JAA: Get serious about Cecil Spaceport

Sarah Mueller
Reporter - Jacksonville Business Journal
Friday, March 30, 2012

Region well suited to pursue space tourism


Participants at the Cecil Spaceport Development summit this week said Jacksonville needs to start positioning itself now as a destination spot for space travel.

The Jacksonville Aviation Authority showcased Cecil Airport’s capabilities and assets for key stakeholders and to attract public and private investment. Panel discussions touched on educating skilled workers, attracting aerospace companies through government incentives and creating industry partnerships.

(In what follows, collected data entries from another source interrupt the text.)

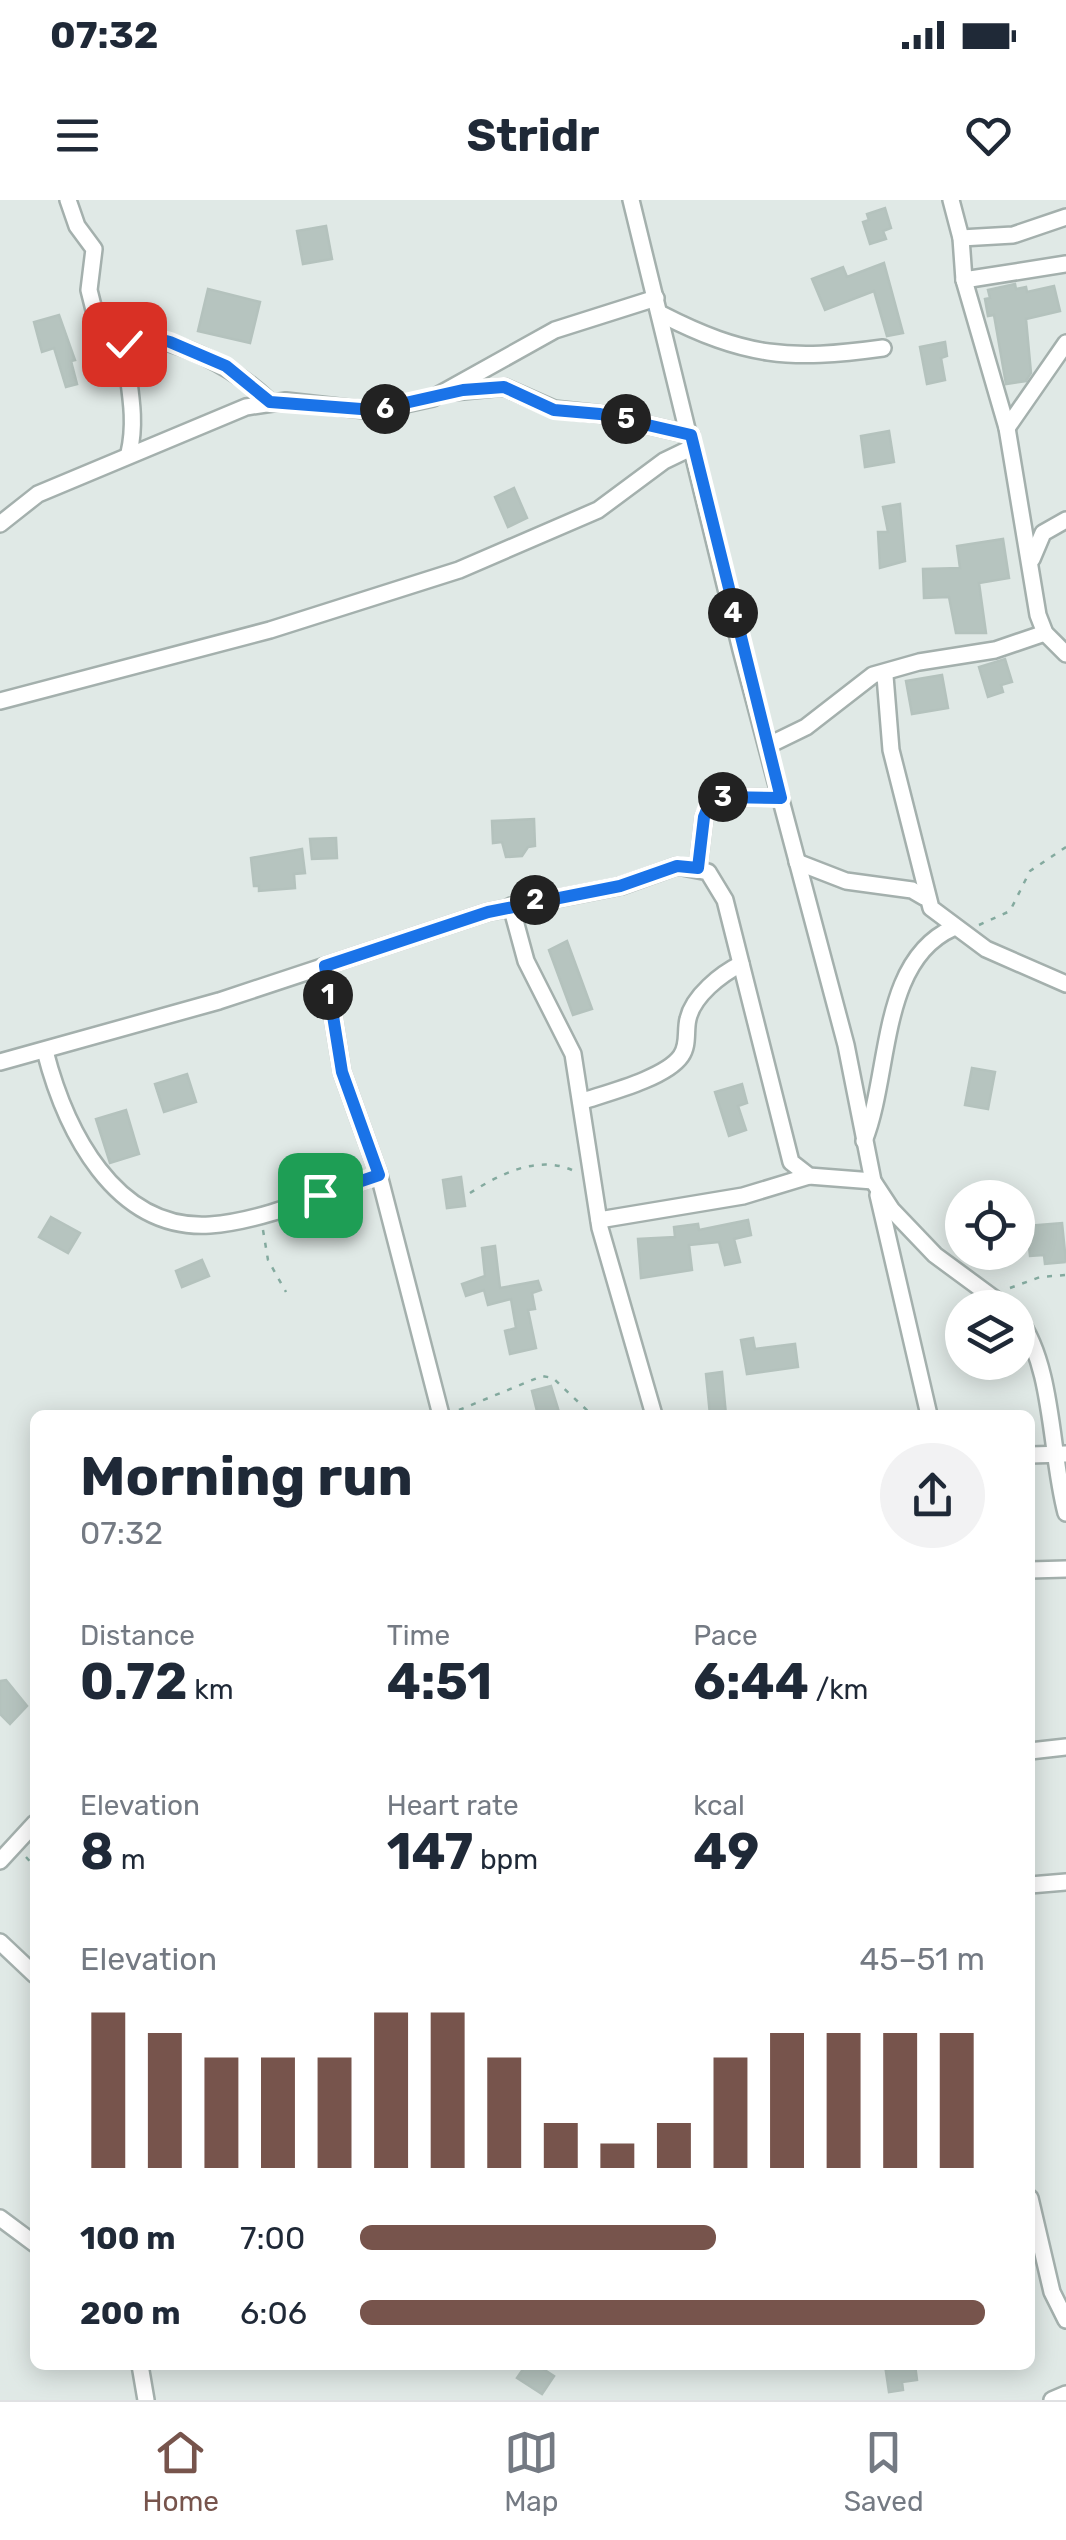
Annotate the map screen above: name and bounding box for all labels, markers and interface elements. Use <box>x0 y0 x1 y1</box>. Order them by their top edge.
text: 07:32 <box>50 12 158 58</box>
icon: menu <box>50 108 105 163</box>
icon: heart <box>961 108 1016 163</box>
text: Stridr <box>467 109 599 162</box>
pin <box>82 302 167 387</box>
icon: check <box>97 317 152 372</box>
pin: 6 <box>360 384 410 434</box>
text: 6 <box>376 392 394 425</box>
pin: 5 <box>601 394 651 444</box>
text: 5 <box>617 402 635 435</box>
pin: 4 <box>708 588 758 638</box>
text: 4 <box>723 596 743 629</box>
pin: 3 <box>698 772 748 822</box>
text: 3 <box>714 780 732 813</box>
pin: 2 <box>510 875 560 925</box>
text: 2 <box>526 883 544 916</box>
pin: 1 <box>303 970 353 1020</box>
text: 1 <box>321 978 335 1011</box>
pin <box>278 1153 363 1238</box>
icon: arrive <box>293 1168 348 1223</box>
map controls <box>945 1180 1035 1380</box>
button: locate <box>945 1180 1035 1270</box>
button: layers <box>945 1290 1035 1380</box>
button: share <box>880 1443 985 1548</box>
text: Morning run <box>80 1444 413 1509</box>
text: 07:32 <box>80 1514 163 1552</box>
text: Distance <box>80 1619 195 1652</box>
text: Time <box>387 1619 450 1652</box>
text: Pace <box>693 1619 758 1652</box>
text: 0.72 <box>80 1652 187 1712</box>
text: 4:51 <box>387 1652 492 1712</box>
text: 6:44 <box>693 1652 809 1712</box>
text: km <box>187 1673 234 1706</box>
text: /km <box>809 1673 868 1706</box>
text: Elevation <box>80 1789 200 1822</box>
text: Heart rate <box>387 1789 519 1822</box>
text: kcal <box>693 1789 745 1822</box>
text: 8 <box>80 1822 114 1882</box>
text: 147 <box>387 1822 473 1882</box>
text: 49 <box>693 1822 759 1882</box>
text: m <box>114 1843 146 1876</box>
text: bpm <box>473 1843 538 1876</box>
text: Elevation <box>80 1940 217 1978</box>
text: 45–51 m <box>860 1940 985 1978</box>
text: 100 m <box>80 2219 176 2257</box>
text: 7:00 <box>240 2219 305 2257</box>
text: 200 m <box>80 2294 180 2332</box>
text: 6:06 <box>240 2294 307 2332</box>
tab: Home <box>142 2425 219 2518</box>
tab: Map <box>504 2425 559 2518</box>
tab: Saved <box>844 2425 924 2518</box>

There are 193 aviation and aerospace companies in Duval County, employing more than 5,000 workers with an economic impact of more than $440 million in wages, Lt. Gov. Jennifer Carroll said. The NASA Kennedy Space Center and the new Cecil Spaceport give Florida a true network of space launch activities, commercial launches for unmanned space vehicles and space tourism applications that no other state has.

About 140 people attended the March 26 summit from government, aerospace companies and educational institutions.

Rocketplane Global Inc. is considering Jacksonville and other locations, including an area in Oklahoma, for its space flight headquarters and engineering facilities. The company, based in Green Bay, Wis., expects to make a decision in the next few months, said Chuck Lauer, vice president of business development for Rocketplane.

The company is developing aircraft intended to provide flights into suborbital space. Other major companies pursuing such flights include SpaceX, XCOR Aerospace Inc. and Virgin Galactic.

Tourism infrastructure in place

Cecil has infrastructure including physical facilities, a 12,500-foot runway and a corridor to use rocket power over water, limiting noise issues. Jacksonville’s many amenities for tourists are an important factor, Lauer said.

The area’s existing tourism infrastructure, including the Ritz-Carlton, Amelia Island and the Sawgrass Marriott Golf Resort and Spa in Ponte Vedra Beach, makes it a destination site.

“You’ve got two of the best places on the planet for people to come and stay and that’s a major part of it,” Lauer said, “particularly for the tourism driver. When you look at the expectations of the person who can afford to spend $200,000 [on a space flight], these are not the kind of people expecting anything less than the best of the best.”

An expensive venture

Cecil Airport, operated by the authority, received a “space territory” designation from the Florida Legislature in March. JAA is hoping to attract a commercial spaceport operator, which is a company that has one or more space vehicles that are developed and ready to go into commercial flight service.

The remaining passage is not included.